When you’ve found a top-performing candidate whose skills, personality, and values fit with your organization, it’s time to negotiate an offer. I believe in the guidance given in the book ‘First, Break All the Rules,’ which advises that people be treated candidly.
- When talking with a serious candidate, find out what’s most important to him by asking up front—is it time off, telecommuting, money, or something else? Take that into consideration when you make your offer.
- Of course, there are no guarantees that candor will result in a happily-ever-after scenario. We’ve had experienced executives demand significant pay, bonus, and benefit packages. In some cases, we’ve agreed. In a few of those cases, we later let them go. There is no entitlement. If someone demands a lot, a lot should be expected of him. If he doesn’t deliver what he promised, then he needs to be let go.
Tom’s Takeaway: “Understand what a potential employee values before making an offer. If someone expects a lot, you should expect a lot in return.”
Thoughts Since the Book
- While the example in the book is of a couple of candidates demanding a lot and not delivering, in the past couple of years, we’ve had employees with very solid compensation packages and deliver a ton of value for the firm.
- Enough people value being able to do some work from home (WFH), that we’ve baked it into our SOP. Whether it’s the flexibility to WFH or our sabbatical program, these types of benefits are hard for a much larger firm to match when a candidate is comparing offers (i.e. if these types work-life-balance benefits are not in place at a Fortune 1000 company, the odds of the large firm being able to quickly change their policies to match what we can offer is low).
Maybe this sounds like a tall order (especially if times are good and great employees are hard to find). Regardless of the business climate, making a commitment to hire only top performers is a strategy worth pursuing. It’s the only way to ensure that you can deliver the best service or product to your customers—and the only way I know to stay competitive, especially in an age of global outsourcing.
If you think you can get by with mediocre employees, you’ll soon see your profit margins eroding, since the only way you’ll be able to compete is to lower prices.
- It pays to be picky. By this I mean, only hire people you rate a 9 or 10 on a 10-point scale. In my industry, the data state that a top programmer will produce eight times more work than an average or poor performer!
- Great performers are rarely unemployed or desperate for work. For this reason, it’s important to build a virtual bench of possible candidates who are exceptional at their jobs but who are happy in their current positions. Eventually things may change and they will be interested in finding a new position. Conversely, if a top performer leaves your organization on good terms and later wants to return, don’t hesitate to take him back. This sends a powerful message to everyone about your company being a great place to work.

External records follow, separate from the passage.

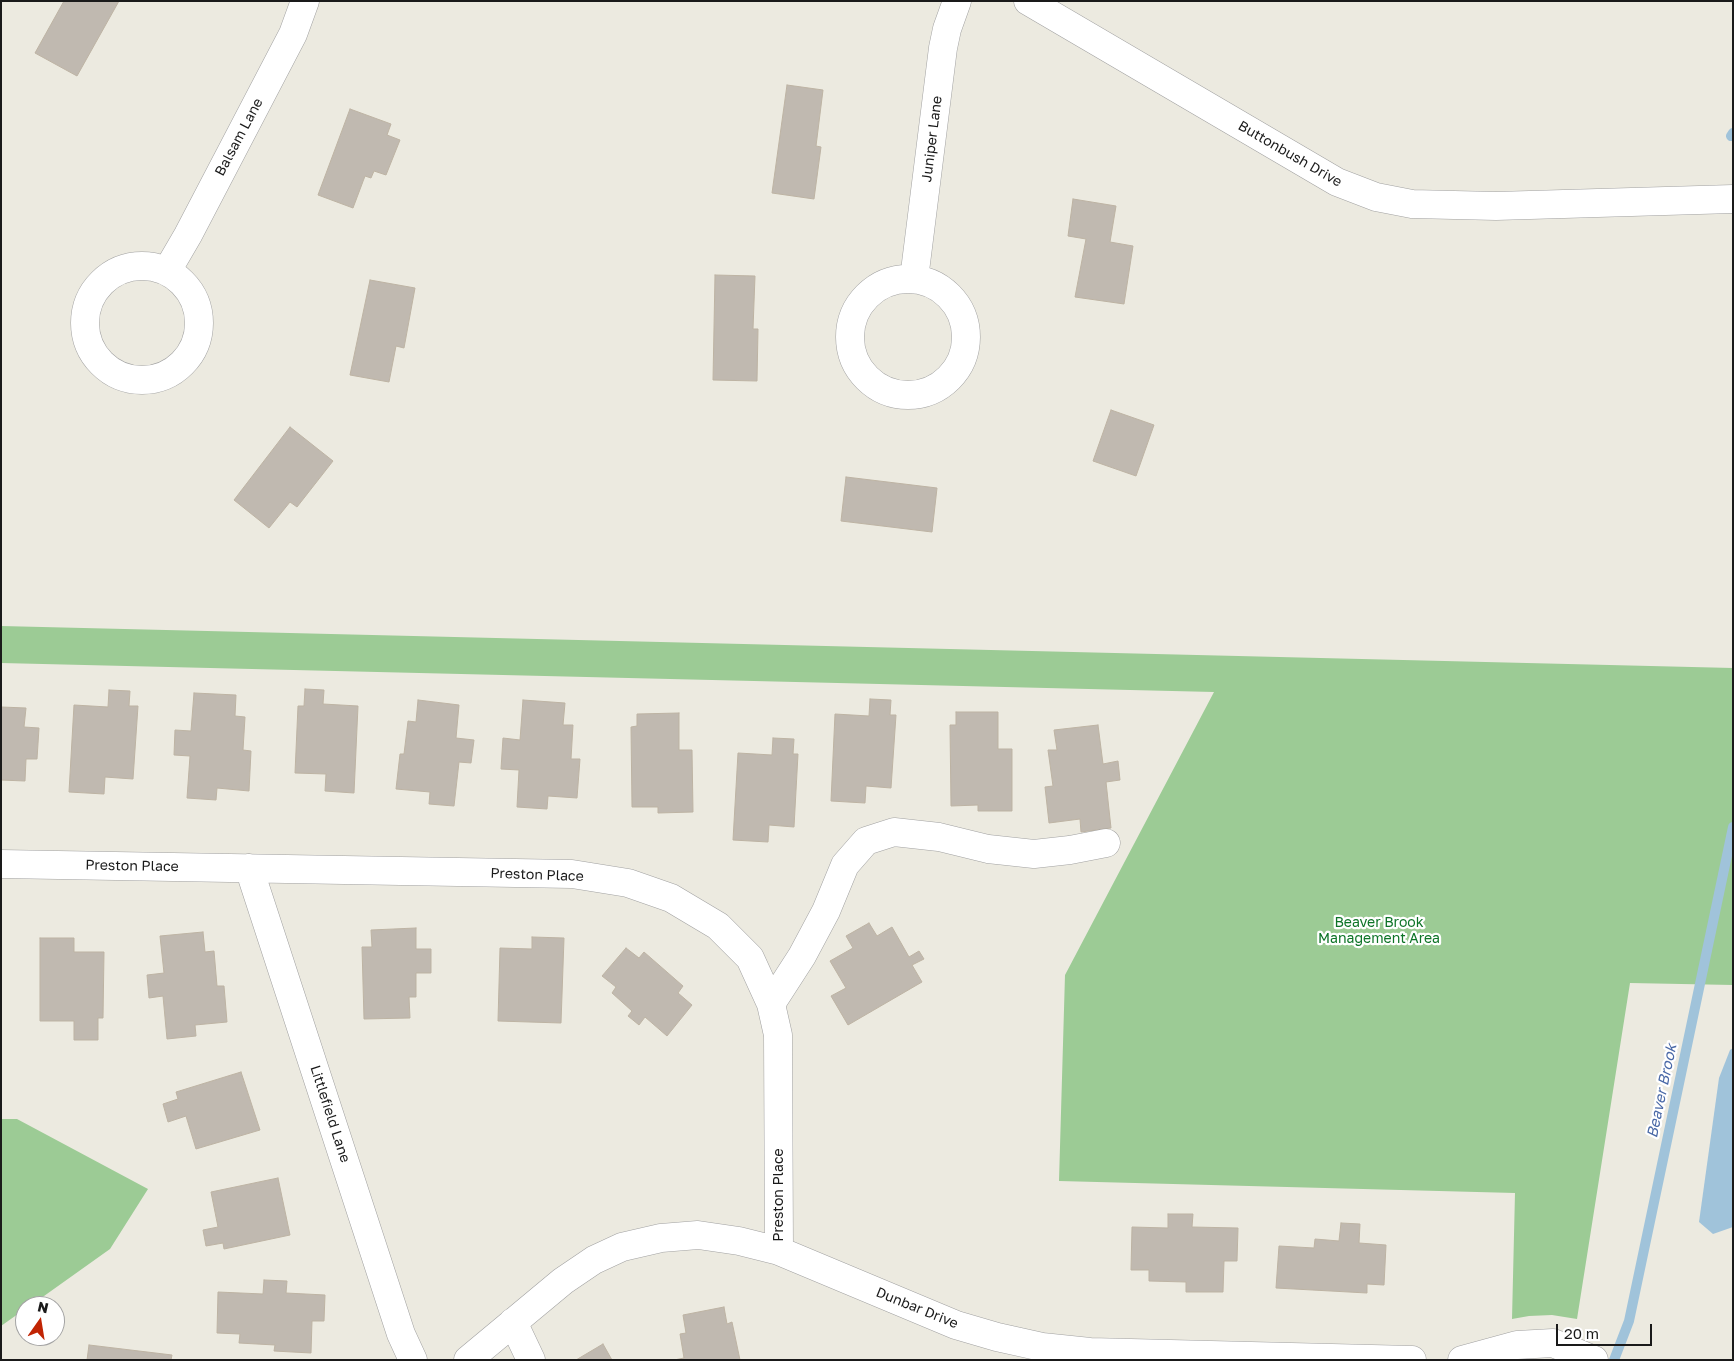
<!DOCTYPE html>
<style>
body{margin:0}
#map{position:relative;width:1734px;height:1361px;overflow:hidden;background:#eceae0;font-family:"Golos Text",sans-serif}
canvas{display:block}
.frame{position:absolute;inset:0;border:2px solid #1a1a1a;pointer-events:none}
.north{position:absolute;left:15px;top:1296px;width:50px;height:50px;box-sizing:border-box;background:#fff;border:1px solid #a3a3a3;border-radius:50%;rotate:13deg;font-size:14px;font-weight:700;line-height:20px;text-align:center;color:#1a1a1a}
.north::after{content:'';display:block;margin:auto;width:18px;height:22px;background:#c12403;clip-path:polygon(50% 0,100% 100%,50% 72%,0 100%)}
.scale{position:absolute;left:1556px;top:1324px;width:96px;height:22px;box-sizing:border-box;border:2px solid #1a1a1a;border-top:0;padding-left:6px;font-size:15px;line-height:18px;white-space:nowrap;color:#1a1a1a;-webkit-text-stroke:4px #fff;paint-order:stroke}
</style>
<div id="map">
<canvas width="1734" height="1361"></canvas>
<div class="frame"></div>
<div class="north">N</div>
<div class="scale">20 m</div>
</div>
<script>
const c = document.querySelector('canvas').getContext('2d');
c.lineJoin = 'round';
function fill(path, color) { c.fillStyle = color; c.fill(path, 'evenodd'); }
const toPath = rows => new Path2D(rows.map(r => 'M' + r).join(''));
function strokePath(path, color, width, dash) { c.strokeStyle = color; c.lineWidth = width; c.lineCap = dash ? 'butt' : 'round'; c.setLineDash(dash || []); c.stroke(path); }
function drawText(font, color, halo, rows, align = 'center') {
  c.font = font + ' "Golos Text",sans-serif'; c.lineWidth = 4.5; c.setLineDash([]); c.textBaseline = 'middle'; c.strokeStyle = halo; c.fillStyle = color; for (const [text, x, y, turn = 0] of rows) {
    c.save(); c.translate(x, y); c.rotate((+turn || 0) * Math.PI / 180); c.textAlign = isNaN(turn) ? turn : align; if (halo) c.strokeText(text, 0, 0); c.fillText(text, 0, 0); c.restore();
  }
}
const forest = toPath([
 [1,626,1733,668,1733,985,1630,983,1577,1319,1552,1315,1529,1316,1512,1319,1515,1193,1059,1181,1065,975,1214,692,1,663],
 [1,1119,17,1119,148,1189,110,1249,30,1306,25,1306,25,1309,1,1326]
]);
const water = toPath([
 [1733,1048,1733,1227,1713,1234,1699,1222,1719,1078,1730,1050]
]);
const stream = toPath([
 [1731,136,1733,133],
 [1614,1360,1629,1321,1733,827]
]);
const building = toPath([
 [64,1,119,1,77,76,35,53,64,1],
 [787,85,823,90,816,146,821,147,814,199,772,193,787,85],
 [350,109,391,124,387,135,400,140,386,175,374,171,371,178,365,176,353,208,318,195,350,109],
 [1073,199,1116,206,1110,242,1133,246,1124,304,1075,297,1086,239,1068,236,1073,199],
 [715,275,755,276,753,329,758,329,757,381,713,380,715,275],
 [370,280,415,288,404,348,396,346,389,382,350,375,370,280],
 [1111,410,1154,425,1136,476,1093,461,1111,410],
 [290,427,333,461,297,507,290,502,269,528,234,500,290,427],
 [846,477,937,488,932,532,841,521,846,477],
 [305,689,324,690,323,704,358,706,354,793,325,791,326,774,295,773,298,706,304,706,305,689],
 [109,690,130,691,129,706,138,706,133,779,105,777,104,794,69,792,74,705,108,707,109,690],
 [194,693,236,695,235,716,245,717,243,750,251,751,249,791,217,788,216,800,187,798,190,756,174,755,175,730,191,731,194,693],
 [870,699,891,700,890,715,896,715,891,788,866,786,865,803,831,801,835,714,869,716,870,699],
 [418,700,459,705,456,738,474,740,471,763,459,762,454,806,429,804,430,792,396,789,400,754,404,754,408,721,416,722,418,700],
 [523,700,565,703,563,725,573,725,571,759,580,759,577,798,548,796,547,809,517,807,519,770,501,769,503,738,520,740,523,700],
 [1,707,26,708,24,727,39,728,37,759,26,759,25,781,1,780,1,707],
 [956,712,998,712,998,749,1012,749,1012,811,978,811,978,805,951,806,950,725,956,725,956,712],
 [679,713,679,750,692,750,693,812,658,813,658,807,632,807,631,727,637,726,637,714,679,713],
 [1098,725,1103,764,1118,761,1120,780,1106,782,1111,828,1081,832,1080,819,1049,823,1045,787,1053,786,1048,750,1057,750,1054,730,1098,725],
 [773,738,794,739,793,754,798,754,794,827,769,825,768,842,733,840,738,753,772,755,773,738],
 [869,923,877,936,892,927,909,957,919,951,924,959,912,965,922,982,848,1025,831,996,846,988,830,961,853,948,846,936,869,923],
 [416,928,416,949,431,949,431,973,416,973,416,997,409,997,410,1018,364,1019,362,947,372,947,371,930,416,928],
 [203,932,205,952,214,951,217,986,224,986,227,1022,195,1025,196,1036,167,1039,163,996,149,998,147,975,164,973,160,936,203,932],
 [532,937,564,938,561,1023,498,1021,500,948,532,949,532,937],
 [40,938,74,938,74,952,104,952,103,1018,98,1018,98,1040,74,1040,74,1021,40,1021,40,938],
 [626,948,639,958,644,952,683,986,678,993,692,1005,667,1036,645,1017,639,1025,628,1016,632,1011,612,993,616,987,602,976,626,948],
 [241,1072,260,1130,196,1149,186,1116,168,1122,163,1104,178,1099,176,1092,241,1072],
 [278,1178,290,1235,224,1249,223,1243,206,1246,203,1230,218,1227,211,1192,278,1178],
 [1168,1214,1193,1214,1192,1227,1238,1228,1237,1261,1224,1261,1223,1292,1186,1292,1186,1282,1149,1281,1149,1270,1131,1270,1132,1227,1168,1228,1168,1214],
 [1341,1223,1360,1224,1359,1243,1386,1245,1384,1285,1367,1284,1367,1293,1276,1288,1279,1246,1314,1248,1315,1239,1339,1241,1341,1223],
 [264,1280,287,1281,286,1293,325,1295,324,1321,312,1321,311,1353,274,1351,275,1345,239,1343,240,1334,217,1333,218,1292,263,1294,264,1280],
 [724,1307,727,1324,732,1322,740,1360,674,1360,684,1358,680,1334,686,1333,683,1315,724,1307],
 [603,1344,612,1360,576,1360,603,1344],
 [89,1345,172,1355,171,1360,87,1360,89,1345]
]);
const minor = toPath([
 [1028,1,1337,182,1376,197,1412,204,1496,206,1733,199],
 '85 323a57 57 0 1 1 114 0a57 57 0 1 1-114 0Z',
 [167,271,188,235,293,34,305,1],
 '850 337a58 58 0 1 1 116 0a58 58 0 1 1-116 0Z',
 [914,279,943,48,947,29,957,1],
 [1,864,572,874,628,883,671,898,718,926,750,958,771,1004,778,1035,779,1251],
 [249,868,401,1334,413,1360],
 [771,1004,802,956,826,911,845,865,866,841,894,832,939,837,988,849,1034,854,1070,850,1106,843],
 [513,1322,531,1360],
 [468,1360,563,1281,594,1260,622,1247,661,1238,698,1235,739,1241,779,1251,956,1325,997,1337,1042,1347,1090,1352,1412,1360],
 [1462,1360,1517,1345,1553,1343,1594,1360]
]);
const streetNames = [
 ["Balsam Lane",239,137,-62],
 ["Juniper Lane",932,139,-83],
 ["Buttonbush Drive",1290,154,30],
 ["Preston Place",132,866,1],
 ["Preston Place",537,875,2],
 ["Littlefield Lane",330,1114,72],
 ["Preston Place",779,1195,-90],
 ["Dunbar Drive",917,1308,22]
];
const parkNames = [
 ["Beaver Brook",1379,923],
 ["Management Area",1379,939]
];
const waterNames = [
 ["Beaver Brook",1662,1091,-78]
];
fill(forest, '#9ccb95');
fill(water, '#a0c3da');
strokePath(stream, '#a0c3da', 10);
fill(building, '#c0b9b0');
strokePath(building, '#bdb3a3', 1);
strokePath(minor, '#a1a1a1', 29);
strokePath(minor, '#fff', 28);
drawText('14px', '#1a1a1a', '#fff', streetNames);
drawText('14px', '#0d7427', '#fff', parkNames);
drawText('italic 15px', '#4a69a7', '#fff', waterNames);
</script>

Tom’s Takeaway: “Although it takes time and patience on the front end to find and recruit top performers, you’ll get this investment back with hefty dividends over time.”
Thoughts Since the Book
- Without a doubt, this takeaway–along with daily huddles–are on the short list when people ask me which of the 70 takeaways to first implement.
- Given a great plan or a great team, eight days a week, I’d choose the latter. Great people are the difference.